What lines in the following entries hold the word "block"? Copy each one.

*** Opening RECORDS SUPPLIED ***

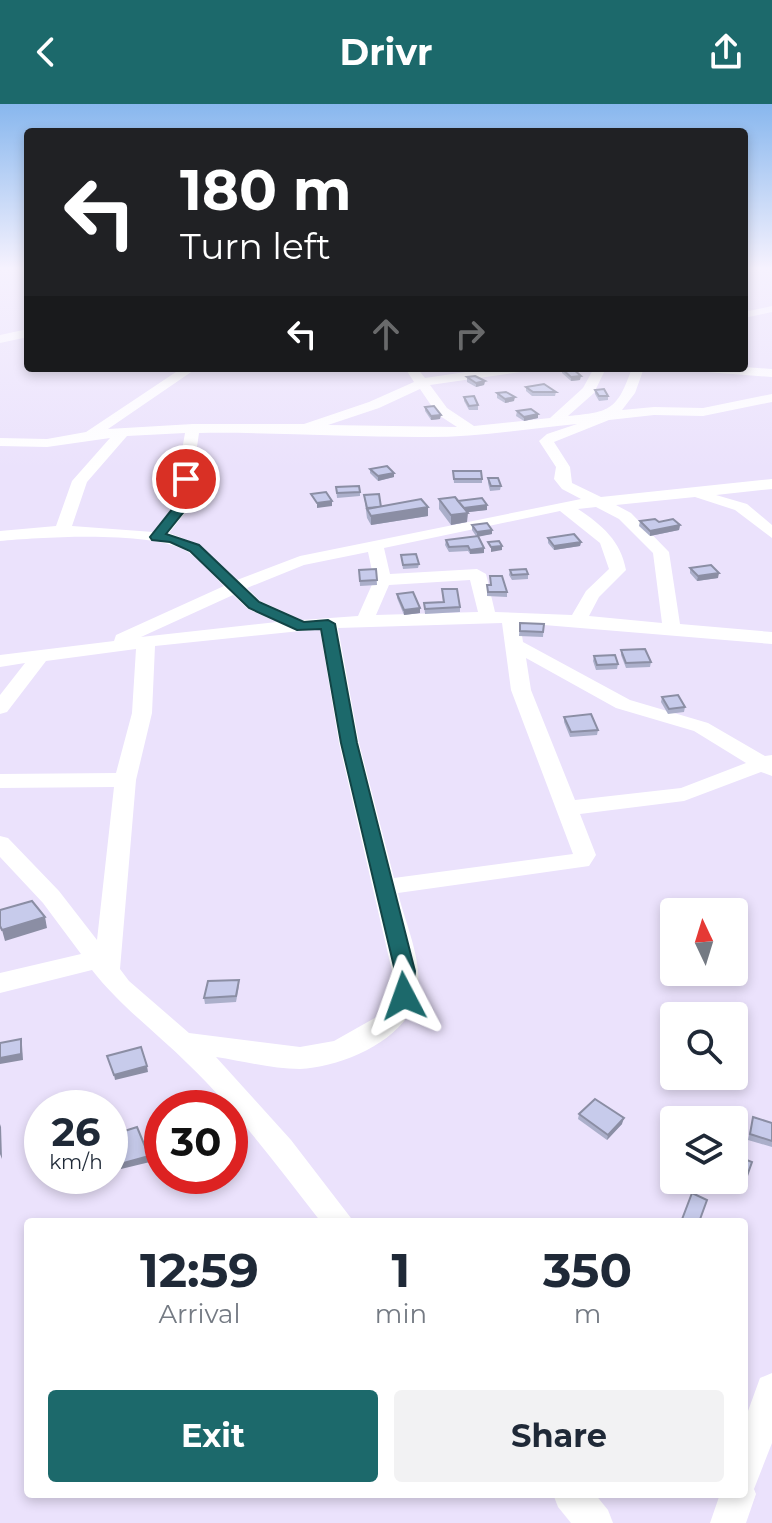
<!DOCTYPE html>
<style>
:root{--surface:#fff;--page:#f2f2f3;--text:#1f2937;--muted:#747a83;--accent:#1c696b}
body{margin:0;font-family:Montserrat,sans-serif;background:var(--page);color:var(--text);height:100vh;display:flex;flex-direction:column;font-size:30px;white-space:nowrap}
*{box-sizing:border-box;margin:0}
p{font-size:26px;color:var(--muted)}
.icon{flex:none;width:44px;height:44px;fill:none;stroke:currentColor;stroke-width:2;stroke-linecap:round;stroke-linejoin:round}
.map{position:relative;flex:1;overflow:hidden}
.panel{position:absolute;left:24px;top:1114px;width:724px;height:280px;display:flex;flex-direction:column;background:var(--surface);border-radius:8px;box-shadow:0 4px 12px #0003}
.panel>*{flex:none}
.guide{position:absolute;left:24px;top:24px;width:724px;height:244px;border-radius:8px;box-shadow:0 4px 12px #0003;background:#202124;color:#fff;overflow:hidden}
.needle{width:52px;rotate:356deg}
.buttons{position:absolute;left:660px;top:794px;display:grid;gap:16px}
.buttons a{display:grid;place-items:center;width:88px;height:88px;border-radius:8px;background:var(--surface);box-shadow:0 4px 12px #0003;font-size:40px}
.speed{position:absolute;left:24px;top:986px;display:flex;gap:16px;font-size:40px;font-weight:700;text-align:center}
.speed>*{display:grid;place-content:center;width:104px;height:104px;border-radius:50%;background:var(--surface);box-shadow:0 4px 12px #0003;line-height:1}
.speed small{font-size:20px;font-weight:400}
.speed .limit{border:12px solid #d22;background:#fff;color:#111}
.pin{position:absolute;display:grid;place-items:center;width:68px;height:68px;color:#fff;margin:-34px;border:4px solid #fff;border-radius:50%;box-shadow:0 2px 8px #0007}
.me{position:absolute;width:88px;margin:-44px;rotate:356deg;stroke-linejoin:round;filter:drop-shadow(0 0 6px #0008)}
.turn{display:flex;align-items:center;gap:28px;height:168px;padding:0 24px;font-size:36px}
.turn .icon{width:104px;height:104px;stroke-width:2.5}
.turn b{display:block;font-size:56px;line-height:68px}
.lanes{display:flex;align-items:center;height:76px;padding:0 24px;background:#0003;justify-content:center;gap:40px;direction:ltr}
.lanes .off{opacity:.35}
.eta{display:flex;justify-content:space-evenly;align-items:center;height:136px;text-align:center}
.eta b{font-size:48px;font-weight:700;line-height:56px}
.primary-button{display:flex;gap:16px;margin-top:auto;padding:16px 24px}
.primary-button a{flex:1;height:92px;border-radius:8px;background:var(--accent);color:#fff;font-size:32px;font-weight:700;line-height:92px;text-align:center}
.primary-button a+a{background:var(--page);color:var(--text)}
header{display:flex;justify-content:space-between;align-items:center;height:104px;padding:0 24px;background:var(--accent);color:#fff;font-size:36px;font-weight:700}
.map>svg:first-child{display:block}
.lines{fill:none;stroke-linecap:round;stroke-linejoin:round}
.street{fill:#fff;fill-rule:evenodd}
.wall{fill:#abafca}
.shaded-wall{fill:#8b8ea4}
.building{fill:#c7cbeb;stroke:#8b8ea4;stroke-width:2}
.route{fill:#1c696b;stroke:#124446;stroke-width:2}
</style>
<header><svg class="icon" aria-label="back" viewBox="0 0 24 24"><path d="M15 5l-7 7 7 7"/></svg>Drivr<svg class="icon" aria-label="share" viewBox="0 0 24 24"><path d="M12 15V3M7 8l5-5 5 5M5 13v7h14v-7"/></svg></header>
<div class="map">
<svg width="772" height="1419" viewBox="0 0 772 1419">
<rect width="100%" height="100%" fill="#ebe2fc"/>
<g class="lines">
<g class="street">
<polygon points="772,202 772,208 744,214 744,208"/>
<polygon points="28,225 28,233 0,239 0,231"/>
<polygon points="744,263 772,265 772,273 706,268 700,264"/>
<path d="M182 264H197L108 325 193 320H304L369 298 414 278 405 264H417L425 274 493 264H527L521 268 430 281 447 304 474 322 550 314 583 284 594 264H606L594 289 568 312C611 308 617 306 632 264H644L635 289 622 306 654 303 703 304 772 290V298L703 312 654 311 609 316 554 338 570 363 572 379 601 393 772 375V385L716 391 747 400 772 421V434L735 406 695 393 616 401 631 409 669 448 680 520 772 528V540L520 519 523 538 630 596 708 619 765 652 772 651V672L761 668 684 697 580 710 596 751 589 762 398 789C405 819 424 859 417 891 407 936 342 963 300 965 273 965 243 957 216 953L291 1036 354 1118H321C278 1063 237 1007 188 960 156 928 120 902 92 866L0 889V869L81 850 43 799 0 753V732L8 734 59 787 97 836 114 683 0 684V670L116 669 132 609 136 545 46 557 7 608 0 610V591L25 559 0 563V551L114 537 116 531 224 482C213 471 201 457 188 448 156 426 40 433 0 437V427L56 422 72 377 110 334 47 343 0 342V334L47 335 86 328ZM420 285 437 310 457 323 328 321 379 304ZM577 320 547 330 539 337 556 363 554 375 562 385 581 395 300 452 237 476 200 441 169 429 188 405 199 329C273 328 346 333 419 333 472 334 525 325 577 320ZM185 329 172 404 153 428 72 422 87 378 127 332ZM596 403 619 415 653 449 662 519 589 512 599 493 626 466C621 437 602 421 578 405ZM560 407 600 439 609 465 586 487 572 511 495 508 486 470 477 465 390 470 384 444ZM368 448 374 476 358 512 302 516 260 497 247 484 304 461ZM470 476 478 508 376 511 389 481ZM233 491 248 505 277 518 141 533ZM502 519 511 586 573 750 394 774 359 639 338 524ZM320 525 339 639 392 867 391 891 380 911 334 937 300 943 189 929 129 877 120 865 136 676 152 609 155 542ZM526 554 616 604 694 627 746 659 681 684 575 696 531 586Z"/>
<polygon points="772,1269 772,1339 754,1385 756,1390 746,1419 710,1419 720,1390 744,1390 744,1318 760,1274"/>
<polygon points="553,1390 595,1390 608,1406 613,1419 571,1419 558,1403"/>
</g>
</g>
<g class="wall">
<polygon points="562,265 580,276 571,277 562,269"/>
<polygon points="467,273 485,277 484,281 476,283 467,278"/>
<polygon points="526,283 556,288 555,292 532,292 526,287"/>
<polygon points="595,286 608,292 608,296 599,297 595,290"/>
<polygon points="497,289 514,297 505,299 497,294"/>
<polygon points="464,293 478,301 478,306 469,306 464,297"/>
<polygon points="425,303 440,315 431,316 425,307"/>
<polygon points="517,307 538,310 538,314 524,317 516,312"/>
<polygon points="370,365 394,369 394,373 378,377 370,369"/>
<polygon points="453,367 482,375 482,379 454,379"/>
<polygon points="488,374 501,382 500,386 490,387 488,379"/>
<polygon points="336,383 360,388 360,392 337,394"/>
<polygon points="364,391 381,403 428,412 371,421 367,414"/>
<polygon points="439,395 458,397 487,406 467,408 467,418 451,421 439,405"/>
<polygon points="640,417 680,421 679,426 650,432 639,422"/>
<polygon points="472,421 492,430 478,432 484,444 484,449 470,450 468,447 449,448 445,441 446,436 476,432 472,426"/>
<polygon points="548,434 581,438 580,442 554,446 548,439"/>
<polygon points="401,451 419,460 418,464 403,465"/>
<polygon points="690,464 718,474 697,477 690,469"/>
<polygon points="376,465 377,481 360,482 359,466"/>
<polygon points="510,466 528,470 528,475 512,476 509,471"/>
<polygon points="490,472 507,488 507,493 487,492 487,481 490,481"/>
<polygon points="442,485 460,503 460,508 425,510 424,499 443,498"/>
<polygon points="397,490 420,504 420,509 404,511 397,494"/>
<polygon points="520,519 544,520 543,533 519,532"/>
<polygon points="621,546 651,558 650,563 626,564 621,551"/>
<polygon points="594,552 618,560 617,565 596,566 593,557"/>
<polygon points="662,593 685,603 684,608 668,610 661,598"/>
<polygon points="564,613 598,626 597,631 570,633 564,618"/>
<polygon points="239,882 236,898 205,900 204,894"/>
<polygon points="579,1010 622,1020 607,1036 578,1015"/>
<polygon points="753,1013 772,1019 772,1043 748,1036"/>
<polygon points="752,1058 741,1088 719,1079 720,1076 734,1076"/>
</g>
<g class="shaded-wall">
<polygon points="581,272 580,276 571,277 571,273"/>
<polygon points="485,277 484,281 476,283 476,279"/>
<polygon points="515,293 514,297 505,299 505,295"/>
<polygon points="538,310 538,314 524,317 524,313"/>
<polygon points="441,311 440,315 431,316 431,312"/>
<polygon points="394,369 394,373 378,377 378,372"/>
<polygon points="332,397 332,402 317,404 317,399"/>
<polygon points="487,401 487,406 461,409 461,404"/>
<polygon points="428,403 428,412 371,421 371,412"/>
<polygon points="468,409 467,418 451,421 451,411"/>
<polygon points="680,421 679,426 650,432 650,427"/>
<polygon points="492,426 492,430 477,433 477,428"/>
<polygon points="581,438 580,442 554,446 554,442"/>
<polygon points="502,442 502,446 491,448 491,443"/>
<polygon points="484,444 484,449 470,450 470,446"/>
<polygon points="719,469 718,474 697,477 698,472"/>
<polygon points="420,504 420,509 404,511 404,506"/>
<polygon points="45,813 47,824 5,837 2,826"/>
<polygon points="21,935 22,941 23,956 0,960 0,954"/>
<polygon points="147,962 148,968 115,976 114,971"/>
<polygon points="624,1014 622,1020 607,1036 608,1031"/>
<polygon points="0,1020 1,1023 2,1055 0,1050"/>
<polygon points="149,1052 150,1058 121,1065 120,1060"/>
</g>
<g class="building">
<polygon points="572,264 581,272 571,273 562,265"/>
<polygon points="475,272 485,277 476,279 467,273"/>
<polygon points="544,280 556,288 533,288 526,283"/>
<polygon points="604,285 608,292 599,292 595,286"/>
<polygon points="506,288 515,293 505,295 497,289"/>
<polygon points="474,292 478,301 469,302 464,293"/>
<polygon points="434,302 441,311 431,312 425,303"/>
<polygon points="531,305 538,310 524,313 517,307"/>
<polygon points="387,362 394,369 378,372 370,365"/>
<polygon points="453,367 481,367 482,375 454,375"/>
<polygon points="488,374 498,374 501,382 491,382"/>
<polygon points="359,382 360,388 337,389 336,383"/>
<polygon points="326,388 332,397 317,399 311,390"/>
<polygon points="379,390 381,403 367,404 364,391"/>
<polygon points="455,393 468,409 451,411 439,395"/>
<polygon points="482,394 487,401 464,404 458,397"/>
<polygon points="421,395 428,403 371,412 367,405"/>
<polygon points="655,415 659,418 673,415 680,421 650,427 640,417"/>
<polygon points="487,419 492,426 477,428 472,421"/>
<polygon points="574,430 581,438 554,442 548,434"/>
<polygon points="478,432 484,444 470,446 468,442 449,443 446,436"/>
<polygon points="499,437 502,442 491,443 488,438"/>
<polygon points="416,450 419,460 403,461 401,451"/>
<polygon points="711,461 719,469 698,472 690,464"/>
<polygon points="376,465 377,476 360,477 359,466"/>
<polygon points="526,465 528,470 512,471 510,466"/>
<polygon points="490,472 502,472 507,488 488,488 487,481 491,481"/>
<polygon points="442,485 457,485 460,503 425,505 424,499 444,498"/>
<polygon points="413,488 420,504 404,506 397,490"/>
<polygon points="520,519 544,520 543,528 520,527"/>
<polygon points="645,545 651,558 626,559 621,546"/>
<polygon points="615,551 618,560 597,561 594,552"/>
<polygon points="678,591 685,603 669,605 662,593"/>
<polygon points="591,610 598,626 571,628 564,613"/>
<polygon points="32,797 45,813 2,826 0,822 0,806"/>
<polygon points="239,876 236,892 204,894 208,877"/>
<polygon points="21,935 21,950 0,954 0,939"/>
<polygon points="141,943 147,962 114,971 107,952"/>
<polygon points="595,995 624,1014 608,1031 579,1010"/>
<polygon points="753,1013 772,1019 772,1037 750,1030"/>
<polygon points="137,1023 149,1052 120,1060 112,1031"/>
<polygon points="734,1051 752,1058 743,1083 726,1076 734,1076"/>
<polygon points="692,1089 707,1096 699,1118 681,1118"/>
</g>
<linearGradient id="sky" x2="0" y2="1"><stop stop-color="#88b7ee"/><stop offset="0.45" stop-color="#f6f2fe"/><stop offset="1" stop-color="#f6f2fe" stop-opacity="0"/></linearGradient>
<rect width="772" height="365" fill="url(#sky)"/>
<polygon class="route" points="186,371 193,375 186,405 166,430 199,441 259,498 304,518 328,516 335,520 357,639 415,867 412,898 396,898 393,892 395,867 341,639 321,525 297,526 249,504 190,447 170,438 152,436 150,433 173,404 180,375"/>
</svg>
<div class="buttons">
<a><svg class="needle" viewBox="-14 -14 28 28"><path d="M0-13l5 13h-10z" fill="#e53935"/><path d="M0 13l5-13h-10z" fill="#747a83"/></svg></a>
<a><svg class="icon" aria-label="search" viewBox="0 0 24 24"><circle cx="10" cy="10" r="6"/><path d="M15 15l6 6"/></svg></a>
<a><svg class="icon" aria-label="layers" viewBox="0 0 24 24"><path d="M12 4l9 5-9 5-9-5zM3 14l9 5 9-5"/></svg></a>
</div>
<div class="speed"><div>26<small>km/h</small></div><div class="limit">30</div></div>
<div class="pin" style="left:186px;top:375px;background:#d93025"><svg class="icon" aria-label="arrive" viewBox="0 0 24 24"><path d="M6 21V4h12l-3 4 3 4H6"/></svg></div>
<svg class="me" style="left:404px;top:892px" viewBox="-20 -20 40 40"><path d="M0-17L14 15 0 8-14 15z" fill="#1c696b" stroke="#fff" stroke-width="4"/></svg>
<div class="guide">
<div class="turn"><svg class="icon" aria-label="left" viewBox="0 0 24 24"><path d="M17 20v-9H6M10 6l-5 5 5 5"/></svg><div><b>180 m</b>Turn left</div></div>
<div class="lanes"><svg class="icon" aria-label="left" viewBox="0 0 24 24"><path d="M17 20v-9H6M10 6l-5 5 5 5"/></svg><svg class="icon off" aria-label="ahead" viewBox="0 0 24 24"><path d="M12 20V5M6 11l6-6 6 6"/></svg><svg class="icon off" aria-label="right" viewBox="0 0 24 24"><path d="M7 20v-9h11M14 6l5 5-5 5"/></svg></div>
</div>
<section class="panel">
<div class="eta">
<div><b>12:59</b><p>Arrival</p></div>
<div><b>1</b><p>min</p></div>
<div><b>350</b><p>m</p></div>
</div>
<div class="primary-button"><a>Exit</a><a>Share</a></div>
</section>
</div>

*** Closing RECORDS SUPPLIED ***

• ANSWER SECTION:
.turn b{display:block;font-size:56px;line-height:68px}
.map>svg:first-child{display:block}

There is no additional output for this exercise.